═════ Input data ═════
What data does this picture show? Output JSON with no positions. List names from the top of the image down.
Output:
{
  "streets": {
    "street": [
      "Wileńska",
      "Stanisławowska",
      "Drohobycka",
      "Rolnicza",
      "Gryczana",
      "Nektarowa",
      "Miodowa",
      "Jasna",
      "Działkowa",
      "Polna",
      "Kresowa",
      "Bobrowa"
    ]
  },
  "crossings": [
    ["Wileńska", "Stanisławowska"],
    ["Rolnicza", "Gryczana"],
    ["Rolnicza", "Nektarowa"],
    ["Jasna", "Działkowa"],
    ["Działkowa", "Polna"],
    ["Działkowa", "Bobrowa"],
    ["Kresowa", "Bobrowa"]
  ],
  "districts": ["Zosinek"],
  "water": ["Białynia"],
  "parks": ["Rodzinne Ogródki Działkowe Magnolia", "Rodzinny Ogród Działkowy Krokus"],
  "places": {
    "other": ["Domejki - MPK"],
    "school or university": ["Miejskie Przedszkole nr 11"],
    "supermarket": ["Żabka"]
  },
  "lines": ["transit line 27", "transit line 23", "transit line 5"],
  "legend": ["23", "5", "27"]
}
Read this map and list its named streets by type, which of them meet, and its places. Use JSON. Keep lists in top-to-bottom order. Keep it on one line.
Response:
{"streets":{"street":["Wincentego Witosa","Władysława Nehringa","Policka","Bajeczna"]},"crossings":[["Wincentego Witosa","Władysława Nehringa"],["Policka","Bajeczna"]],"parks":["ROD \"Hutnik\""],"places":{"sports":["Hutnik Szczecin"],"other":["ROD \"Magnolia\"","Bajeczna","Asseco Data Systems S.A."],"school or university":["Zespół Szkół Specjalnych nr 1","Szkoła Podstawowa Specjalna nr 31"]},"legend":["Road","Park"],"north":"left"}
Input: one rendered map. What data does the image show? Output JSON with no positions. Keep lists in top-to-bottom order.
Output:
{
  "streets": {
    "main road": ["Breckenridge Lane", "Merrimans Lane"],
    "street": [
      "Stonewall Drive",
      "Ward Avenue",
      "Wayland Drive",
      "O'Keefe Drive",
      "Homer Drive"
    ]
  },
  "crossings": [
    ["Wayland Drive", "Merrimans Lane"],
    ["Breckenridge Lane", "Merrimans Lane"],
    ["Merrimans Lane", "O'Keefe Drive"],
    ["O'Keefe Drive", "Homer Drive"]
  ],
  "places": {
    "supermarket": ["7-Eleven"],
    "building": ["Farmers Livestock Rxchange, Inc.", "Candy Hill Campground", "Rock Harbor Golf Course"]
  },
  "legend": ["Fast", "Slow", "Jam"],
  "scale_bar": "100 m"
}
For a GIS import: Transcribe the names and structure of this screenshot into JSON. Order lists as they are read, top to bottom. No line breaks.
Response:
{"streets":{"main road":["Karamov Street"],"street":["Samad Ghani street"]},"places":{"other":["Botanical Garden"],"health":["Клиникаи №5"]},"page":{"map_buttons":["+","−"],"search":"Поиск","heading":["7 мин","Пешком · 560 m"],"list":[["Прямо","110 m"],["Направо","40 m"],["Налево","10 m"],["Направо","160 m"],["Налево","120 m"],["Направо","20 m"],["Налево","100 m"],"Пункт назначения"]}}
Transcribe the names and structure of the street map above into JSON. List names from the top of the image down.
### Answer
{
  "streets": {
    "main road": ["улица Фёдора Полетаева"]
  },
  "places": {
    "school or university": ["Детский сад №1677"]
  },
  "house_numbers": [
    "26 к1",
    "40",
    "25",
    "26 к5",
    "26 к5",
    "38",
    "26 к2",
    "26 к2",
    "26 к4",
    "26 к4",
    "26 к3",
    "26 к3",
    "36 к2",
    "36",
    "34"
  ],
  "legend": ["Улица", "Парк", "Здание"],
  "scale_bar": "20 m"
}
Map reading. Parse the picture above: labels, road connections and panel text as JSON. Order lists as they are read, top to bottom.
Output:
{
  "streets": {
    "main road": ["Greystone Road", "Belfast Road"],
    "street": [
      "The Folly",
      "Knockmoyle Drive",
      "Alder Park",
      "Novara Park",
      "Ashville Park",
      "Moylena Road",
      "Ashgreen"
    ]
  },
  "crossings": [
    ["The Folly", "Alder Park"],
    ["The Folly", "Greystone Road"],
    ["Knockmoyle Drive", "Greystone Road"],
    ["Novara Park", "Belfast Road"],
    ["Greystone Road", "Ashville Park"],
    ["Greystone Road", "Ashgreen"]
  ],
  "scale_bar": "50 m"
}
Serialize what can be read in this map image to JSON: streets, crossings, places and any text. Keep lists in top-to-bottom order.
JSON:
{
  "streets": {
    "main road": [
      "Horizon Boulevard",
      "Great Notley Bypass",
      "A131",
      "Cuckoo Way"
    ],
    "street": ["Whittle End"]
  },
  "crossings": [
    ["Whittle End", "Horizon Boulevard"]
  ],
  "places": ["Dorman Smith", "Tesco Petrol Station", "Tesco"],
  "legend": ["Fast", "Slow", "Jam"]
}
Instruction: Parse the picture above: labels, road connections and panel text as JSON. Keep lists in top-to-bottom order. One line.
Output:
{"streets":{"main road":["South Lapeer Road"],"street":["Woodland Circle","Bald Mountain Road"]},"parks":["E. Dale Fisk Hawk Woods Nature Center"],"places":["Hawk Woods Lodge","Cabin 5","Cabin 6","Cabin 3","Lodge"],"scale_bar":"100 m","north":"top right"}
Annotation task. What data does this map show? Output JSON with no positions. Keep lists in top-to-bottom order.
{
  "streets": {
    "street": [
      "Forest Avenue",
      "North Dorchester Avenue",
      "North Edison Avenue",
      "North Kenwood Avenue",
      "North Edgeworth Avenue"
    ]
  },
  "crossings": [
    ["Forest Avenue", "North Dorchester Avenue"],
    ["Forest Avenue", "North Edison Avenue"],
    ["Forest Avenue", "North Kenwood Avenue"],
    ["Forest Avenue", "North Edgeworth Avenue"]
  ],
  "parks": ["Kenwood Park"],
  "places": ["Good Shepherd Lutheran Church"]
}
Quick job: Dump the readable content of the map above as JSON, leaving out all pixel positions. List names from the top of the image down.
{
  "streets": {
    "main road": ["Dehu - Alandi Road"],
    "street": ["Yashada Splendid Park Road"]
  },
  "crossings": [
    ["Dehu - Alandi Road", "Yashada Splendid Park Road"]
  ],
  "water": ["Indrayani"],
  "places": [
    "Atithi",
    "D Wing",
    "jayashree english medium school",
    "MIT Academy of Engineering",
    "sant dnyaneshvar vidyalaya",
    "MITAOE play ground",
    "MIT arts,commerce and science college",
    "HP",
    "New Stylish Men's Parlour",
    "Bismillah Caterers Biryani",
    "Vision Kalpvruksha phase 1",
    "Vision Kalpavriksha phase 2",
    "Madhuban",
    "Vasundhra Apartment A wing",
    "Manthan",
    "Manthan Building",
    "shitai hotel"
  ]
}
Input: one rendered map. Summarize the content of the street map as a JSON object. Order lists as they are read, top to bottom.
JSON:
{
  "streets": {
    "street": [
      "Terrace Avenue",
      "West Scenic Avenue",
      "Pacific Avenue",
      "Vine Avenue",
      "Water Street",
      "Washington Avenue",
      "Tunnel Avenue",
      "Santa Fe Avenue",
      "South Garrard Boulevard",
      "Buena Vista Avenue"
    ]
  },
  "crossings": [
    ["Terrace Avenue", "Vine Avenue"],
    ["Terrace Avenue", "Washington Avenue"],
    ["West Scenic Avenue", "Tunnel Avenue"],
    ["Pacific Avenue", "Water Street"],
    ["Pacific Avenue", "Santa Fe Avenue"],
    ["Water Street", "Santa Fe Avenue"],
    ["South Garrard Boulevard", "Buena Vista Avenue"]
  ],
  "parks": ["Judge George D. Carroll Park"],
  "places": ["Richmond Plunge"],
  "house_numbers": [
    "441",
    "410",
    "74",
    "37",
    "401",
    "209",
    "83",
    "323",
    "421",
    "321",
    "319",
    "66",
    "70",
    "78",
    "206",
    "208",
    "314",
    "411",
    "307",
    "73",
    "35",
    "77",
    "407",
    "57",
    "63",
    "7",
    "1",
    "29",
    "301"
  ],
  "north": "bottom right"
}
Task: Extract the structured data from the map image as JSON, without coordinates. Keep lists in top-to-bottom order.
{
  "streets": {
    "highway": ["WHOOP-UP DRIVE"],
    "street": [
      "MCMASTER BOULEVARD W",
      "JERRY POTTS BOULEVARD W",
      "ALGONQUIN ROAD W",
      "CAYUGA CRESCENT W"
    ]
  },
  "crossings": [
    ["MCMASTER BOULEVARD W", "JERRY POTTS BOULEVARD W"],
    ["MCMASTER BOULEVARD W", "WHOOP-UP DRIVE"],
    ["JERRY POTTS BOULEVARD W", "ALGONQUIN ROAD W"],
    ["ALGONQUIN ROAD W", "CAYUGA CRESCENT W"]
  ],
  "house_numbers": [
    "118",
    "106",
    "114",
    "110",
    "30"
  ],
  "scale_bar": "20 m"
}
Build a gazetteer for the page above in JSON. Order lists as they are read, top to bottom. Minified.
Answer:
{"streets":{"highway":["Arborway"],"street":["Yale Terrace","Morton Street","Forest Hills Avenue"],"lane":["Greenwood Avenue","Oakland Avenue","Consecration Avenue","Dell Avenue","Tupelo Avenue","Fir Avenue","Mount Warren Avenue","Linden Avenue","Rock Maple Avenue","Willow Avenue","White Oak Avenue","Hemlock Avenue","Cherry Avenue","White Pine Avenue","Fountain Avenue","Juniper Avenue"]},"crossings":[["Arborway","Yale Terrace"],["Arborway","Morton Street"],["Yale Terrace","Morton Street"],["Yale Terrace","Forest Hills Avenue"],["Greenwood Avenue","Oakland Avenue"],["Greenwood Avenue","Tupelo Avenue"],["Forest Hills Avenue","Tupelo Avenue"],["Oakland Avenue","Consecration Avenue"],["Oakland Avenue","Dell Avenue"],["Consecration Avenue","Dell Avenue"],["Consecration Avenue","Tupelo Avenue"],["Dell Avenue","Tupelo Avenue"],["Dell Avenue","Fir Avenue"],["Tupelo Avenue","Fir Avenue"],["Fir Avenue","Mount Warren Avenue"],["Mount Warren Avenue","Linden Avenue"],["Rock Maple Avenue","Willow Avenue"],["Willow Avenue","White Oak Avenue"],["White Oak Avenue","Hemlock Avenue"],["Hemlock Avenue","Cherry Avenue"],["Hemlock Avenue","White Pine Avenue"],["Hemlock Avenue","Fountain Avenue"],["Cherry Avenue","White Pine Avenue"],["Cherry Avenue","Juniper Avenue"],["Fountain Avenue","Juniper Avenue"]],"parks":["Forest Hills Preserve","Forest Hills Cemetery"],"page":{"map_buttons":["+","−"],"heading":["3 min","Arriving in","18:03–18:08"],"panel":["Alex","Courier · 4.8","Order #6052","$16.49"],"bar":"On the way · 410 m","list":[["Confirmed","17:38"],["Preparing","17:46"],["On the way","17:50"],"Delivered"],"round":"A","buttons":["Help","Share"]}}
═════
In the entries above, identify every line with the word "labels". Copy those lines.

Map reading. Parse the picture above: labels, road connections and panel text as JSON. Order lists as they are read, top to bottom.
Instruction: Parse the picture above: labels, road connections and panel text as JSON. Keep lists in top-to-bottom order. One line.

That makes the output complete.